Collected data entries:
——

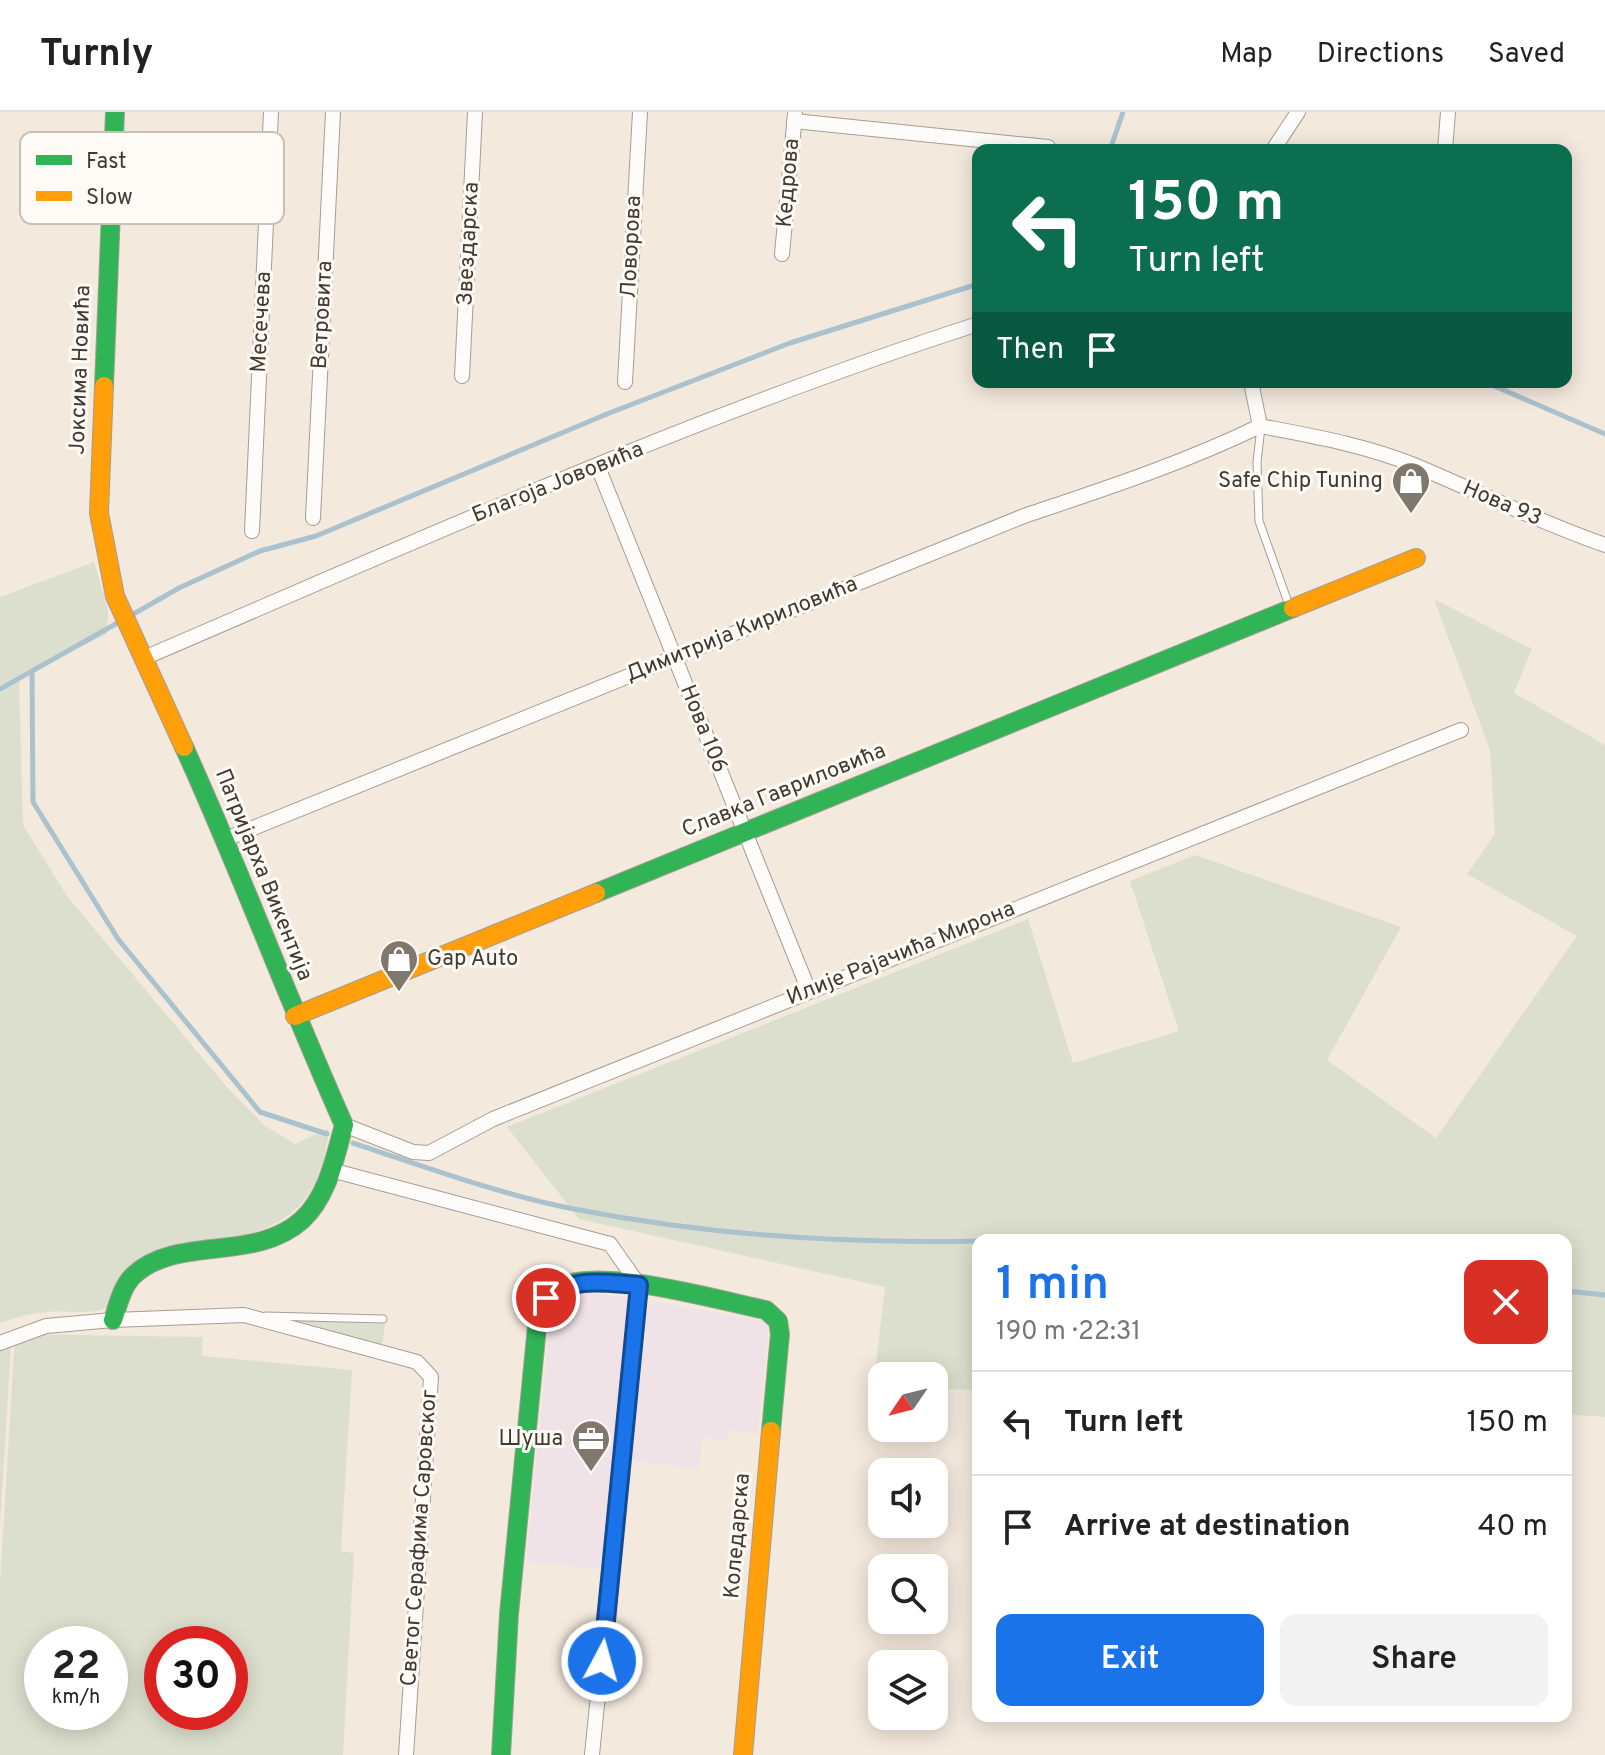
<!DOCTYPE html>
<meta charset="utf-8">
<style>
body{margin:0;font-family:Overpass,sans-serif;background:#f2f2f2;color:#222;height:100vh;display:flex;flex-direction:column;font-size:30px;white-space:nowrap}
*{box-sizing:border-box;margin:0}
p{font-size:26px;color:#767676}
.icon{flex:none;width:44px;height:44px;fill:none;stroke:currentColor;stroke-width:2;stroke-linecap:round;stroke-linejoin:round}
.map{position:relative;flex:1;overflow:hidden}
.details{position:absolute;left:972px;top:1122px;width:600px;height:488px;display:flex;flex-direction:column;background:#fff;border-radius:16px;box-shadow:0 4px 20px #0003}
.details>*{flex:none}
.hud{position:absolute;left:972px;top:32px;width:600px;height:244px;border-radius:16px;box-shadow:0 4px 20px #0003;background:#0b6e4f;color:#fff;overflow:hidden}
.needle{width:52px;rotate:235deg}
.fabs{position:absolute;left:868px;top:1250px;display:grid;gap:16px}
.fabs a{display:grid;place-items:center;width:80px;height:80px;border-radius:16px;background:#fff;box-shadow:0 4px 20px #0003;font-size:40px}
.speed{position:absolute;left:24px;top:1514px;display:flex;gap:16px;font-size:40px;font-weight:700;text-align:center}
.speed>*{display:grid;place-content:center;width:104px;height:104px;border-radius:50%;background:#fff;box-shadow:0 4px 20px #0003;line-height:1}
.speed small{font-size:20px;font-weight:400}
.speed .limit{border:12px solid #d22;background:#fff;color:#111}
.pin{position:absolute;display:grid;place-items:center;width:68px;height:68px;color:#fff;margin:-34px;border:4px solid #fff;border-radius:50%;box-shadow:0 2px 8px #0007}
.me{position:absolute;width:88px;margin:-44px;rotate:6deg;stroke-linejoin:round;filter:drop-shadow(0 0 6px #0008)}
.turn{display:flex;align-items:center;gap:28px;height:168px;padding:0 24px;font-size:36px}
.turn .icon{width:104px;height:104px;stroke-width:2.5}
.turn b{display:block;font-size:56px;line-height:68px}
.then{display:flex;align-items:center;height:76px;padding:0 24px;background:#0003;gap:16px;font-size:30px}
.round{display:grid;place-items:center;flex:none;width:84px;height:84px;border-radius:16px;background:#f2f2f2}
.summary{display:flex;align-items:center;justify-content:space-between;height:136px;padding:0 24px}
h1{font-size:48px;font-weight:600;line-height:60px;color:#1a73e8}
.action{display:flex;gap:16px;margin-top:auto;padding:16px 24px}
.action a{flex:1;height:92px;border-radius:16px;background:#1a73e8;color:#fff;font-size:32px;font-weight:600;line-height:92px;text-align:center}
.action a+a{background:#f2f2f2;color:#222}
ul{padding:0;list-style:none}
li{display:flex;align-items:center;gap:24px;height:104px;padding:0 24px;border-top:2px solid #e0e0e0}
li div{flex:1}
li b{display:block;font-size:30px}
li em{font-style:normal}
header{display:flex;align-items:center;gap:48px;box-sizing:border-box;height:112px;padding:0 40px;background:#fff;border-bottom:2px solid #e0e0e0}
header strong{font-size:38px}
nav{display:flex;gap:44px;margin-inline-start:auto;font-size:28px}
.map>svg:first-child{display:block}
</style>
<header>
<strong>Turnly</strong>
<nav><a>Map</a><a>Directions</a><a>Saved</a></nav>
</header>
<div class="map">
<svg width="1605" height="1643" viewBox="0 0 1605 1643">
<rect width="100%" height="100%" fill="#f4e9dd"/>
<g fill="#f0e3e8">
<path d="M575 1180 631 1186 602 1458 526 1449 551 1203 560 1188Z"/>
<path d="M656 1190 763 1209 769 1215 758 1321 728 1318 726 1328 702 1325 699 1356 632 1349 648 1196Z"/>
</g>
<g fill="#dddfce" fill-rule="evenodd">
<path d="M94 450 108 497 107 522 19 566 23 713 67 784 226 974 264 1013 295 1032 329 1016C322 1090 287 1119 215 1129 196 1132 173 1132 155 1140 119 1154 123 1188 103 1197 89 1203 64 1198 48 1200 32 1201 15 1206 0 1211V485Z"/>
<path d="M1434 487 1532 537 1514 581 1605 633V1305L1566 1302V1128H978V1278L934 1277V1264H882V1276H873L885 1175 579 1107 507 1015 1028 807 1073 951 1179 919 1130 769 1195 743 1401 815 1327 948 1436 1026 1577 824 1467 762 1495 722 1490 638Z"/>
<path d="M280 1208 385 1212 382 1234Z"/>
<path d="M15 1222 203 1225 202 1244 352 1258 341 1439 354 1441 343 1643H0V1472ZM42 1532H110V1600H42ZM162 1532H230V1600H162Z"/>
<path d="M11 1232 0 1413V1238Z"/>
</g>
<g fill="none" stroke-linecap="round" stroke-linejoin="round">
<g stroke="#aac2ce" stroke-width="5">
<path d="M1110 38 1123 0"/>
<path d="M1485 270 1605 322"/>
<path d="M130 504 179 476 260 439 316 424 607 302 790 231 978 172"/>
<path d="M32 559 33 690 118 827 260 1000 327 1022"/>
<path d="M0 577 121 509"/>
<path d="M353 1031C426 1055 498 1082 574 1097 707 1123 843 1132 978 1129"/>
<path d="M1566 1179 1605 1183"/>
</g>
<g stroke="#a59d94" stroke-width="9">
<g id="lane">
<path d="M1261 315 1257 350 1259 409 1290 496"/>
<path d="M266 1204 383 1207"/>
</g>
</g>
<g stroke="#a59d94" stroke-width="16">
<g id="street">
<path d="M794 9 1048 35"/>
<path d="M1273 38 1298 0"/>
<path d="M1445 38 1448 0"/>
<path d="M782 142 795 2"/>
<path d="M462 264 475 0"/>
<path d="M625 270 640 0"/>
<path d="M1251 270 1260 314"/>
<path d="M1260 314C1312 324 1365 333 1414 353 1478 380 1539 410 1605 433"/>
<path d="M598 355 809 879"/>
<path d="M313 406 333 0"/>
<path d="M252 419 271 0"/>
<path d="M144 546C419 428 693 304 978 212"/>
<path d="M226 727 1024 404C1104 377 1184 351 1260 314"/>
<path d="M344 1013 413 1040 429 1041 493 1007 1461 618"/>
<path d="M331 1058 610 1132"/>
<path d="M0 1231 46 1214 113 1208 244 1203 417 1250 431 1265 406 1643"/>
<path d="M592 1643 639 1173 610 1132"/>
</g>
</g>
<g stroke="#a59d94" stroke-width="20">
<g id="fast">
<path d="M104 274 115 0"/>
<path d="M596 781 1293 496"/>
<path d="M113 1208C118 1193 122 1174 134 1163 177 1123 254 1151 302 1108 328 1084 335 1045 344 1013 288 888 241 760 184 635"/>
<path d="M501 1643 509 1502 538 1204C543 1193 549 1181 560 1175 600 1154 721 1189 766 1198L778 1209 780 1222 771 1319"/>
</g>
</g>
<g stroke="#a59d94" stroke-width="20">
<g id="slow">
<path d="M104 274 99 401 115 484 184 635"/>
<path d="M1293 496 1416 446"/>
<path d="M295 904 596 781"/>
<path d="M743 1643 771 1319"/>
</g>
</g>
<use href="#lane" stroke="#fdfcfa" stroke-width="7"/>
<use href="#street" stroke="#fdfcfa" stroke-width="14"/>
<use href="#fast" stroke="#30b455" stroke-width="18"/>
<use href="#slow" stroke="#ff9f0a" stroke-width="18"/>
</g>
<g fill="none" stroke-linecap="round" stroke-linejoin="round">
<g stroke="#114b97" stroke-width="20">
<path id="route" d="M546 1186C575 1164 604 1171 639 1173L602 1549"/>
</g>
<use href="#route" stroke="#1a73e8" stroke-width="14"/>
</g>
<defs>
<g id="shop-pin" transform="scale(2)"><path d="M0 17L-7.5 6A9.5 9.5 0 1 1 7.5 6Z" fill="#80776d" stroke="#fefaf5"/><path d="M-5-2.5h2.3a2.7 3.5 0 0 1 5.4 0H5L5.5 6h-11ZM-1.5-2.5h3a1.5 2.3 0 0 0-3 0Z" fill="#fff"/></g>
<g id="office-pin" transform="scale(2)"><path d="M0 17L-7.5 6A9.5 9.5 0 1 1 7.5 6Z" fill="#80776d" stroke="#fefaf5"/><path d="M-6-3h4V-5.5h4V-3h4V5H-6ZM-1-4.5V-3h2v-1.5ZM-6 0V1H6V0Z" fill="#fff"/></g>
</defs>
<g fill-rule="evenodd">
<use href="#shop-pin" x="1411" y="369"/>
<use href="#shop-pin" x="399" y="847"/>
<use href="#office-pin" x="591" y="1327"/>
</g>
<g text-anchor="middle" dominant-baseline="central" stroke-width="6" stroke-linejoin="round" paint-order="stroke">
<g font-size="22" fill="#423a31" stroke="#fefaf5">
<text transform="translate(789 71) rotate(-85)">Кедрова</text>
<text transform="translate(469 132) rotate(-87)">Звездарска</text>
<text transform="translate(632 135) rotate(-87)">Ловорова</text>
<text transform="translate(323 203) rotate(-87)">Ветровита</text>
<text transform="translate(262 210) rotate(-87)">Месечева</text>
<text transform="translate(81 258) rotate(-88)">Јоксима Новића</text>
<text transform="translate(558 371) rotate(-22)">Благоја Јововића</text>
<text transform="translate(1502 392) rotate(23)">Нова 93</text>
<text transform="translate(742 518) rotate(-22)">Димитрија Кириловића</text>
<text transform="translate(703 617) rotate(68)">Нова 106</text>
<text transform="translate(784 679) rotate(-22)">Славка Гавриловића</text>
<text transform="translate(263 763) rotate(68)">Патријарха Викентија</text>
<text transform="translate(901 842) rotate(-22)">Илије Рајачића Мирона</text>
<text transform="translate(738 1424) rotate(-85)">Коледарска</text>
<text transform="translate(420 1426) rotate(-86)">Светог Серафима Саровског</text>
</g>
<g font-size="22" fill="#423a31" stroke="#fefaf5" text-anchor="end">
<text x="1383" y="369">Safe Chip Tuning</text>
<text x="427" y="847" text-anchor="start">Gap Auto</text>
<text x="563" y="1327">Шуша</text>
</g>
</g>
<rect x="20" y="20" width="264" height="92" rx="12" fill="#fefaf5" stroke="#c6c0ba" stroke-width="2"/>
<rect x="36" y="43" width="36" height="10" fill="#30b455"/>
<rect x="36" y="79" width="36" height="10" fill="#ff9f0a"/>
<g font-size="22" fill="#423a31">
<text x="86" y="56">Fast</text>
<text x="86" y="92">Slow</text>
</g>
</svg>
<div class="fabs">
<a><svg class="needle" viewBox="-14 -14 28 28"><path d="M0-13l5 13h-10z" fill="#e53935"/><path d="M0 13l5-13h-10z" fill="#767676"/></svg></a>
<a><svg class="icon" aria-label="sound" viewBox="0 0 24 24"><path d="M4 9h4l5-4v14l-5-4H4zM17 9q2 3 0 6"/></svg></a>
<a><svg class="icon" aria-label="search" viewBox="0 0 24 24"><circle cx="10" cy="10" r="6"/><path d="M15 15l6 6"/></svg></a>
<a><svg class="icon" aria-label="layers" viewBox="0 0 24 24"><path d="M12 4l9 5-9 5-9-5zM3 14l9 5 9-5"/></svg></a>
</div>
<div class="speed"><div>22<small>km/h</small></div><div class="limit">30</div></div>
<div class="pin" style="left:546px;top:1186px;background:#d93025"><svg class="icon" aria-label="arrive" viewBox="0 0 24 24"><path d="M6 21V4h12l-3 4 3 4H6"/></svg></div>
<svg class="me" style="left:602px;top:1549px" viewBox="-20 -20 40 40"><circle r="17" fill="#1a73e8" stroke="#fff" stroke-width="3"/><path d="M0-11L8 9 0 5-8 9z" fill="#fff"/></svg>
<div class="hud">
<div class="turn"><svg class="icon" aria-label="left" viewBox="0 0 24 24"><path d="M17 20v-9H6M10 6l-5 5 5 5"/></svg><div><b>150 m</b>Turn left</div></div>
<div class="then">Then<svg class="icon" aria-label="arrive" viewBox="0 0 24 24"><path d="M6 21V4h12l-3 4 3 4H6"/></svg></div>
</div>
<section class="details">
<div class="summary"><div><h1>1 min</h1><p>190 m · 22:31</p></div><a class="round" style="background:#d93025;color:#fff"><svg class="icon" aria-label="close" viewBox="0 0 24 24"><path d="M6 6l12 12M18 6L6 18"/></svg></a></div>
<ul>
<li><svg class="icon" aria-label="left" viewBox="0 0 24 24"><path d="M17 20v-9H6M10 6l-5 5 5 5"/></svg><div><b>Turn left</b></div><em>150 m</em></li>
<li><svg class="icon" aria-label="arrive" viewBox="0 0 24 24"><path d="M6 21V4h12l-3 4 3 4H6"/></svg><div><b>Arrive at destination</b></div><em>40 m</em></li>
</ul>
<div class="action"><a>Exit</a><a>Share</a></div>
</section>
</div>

——

*PROBLEM DETAILS:* Copy each line in the data that holds the word "limit".

*RESPONSE FOR THIS EXERCISE:*
.speed .limit{border:12px solid #d22;background:#fff;color:#111}
<div class="speed"><div>22<small>km/h</small></div><div class="limit">30</div></div>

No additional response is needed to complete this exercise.